The main protagonists are Zereth (I was Drizzt before Drizzt was Drizzt) the elf and Boinger (yes, Boinger! I shit you not!) the halfling. Their compatriots along the way run the gamut of fantasy tropes, from a portly priest and a knightly paladin, to a gruff dwarf and an alluring Amazon. We're even treated to a segment where a centaur joins the party for a short while.
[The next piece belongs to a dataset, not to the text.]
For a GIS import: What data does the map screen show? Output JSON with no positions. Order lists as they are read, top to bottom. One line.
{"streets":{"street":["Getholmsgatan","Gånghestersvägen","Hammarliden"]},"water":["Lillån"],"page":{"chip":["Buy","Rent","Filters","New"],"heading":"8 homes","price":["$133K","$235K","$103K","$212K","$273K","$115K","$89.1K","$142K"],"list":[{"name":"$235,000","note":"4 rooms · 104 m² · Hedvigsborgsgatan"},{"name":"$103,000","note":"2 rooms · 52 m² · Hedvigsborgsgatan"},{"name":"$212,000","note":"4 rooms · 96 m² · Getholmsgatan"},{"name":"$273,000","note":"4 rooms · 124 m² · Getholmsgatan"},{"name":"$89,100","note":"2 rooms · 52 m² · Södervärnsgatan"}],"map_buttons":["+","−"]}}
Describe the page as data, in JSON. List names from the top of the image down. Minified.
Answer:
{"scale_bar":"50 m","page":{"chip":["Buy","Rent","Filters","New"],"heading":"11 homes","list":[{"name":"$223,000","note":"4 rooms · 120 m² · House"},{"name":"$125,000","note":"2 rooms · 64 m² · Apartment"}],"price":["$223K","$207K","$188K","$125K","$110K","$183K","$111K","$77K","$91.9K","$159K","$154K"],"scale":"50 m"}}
If you can't take your fantasy literature with a grain of absurdity, then this is not the book for you. If, on the other hoof (or paw or hand or mandible) you don't mind getting your peanut butter mixed with your centaurs and your centaurs mixed with your peanut butter, you will most likely enjoy the story and the memories of games past it can evoke.
But wait, there's more!
This novella is also an excellent snapshot of the way D&D was played back in the dark ages of the 1970's and early '80's. There are lessons aplenty for students of the
Old Ways, both players and dungeon masters alike. Just the twists and turns around the flesh golem subplot is golden old-school-iness, and a great lesson on how actions can have unexpected consequences for the players. What are you waiting for? You can but it at
Noble Knight Games.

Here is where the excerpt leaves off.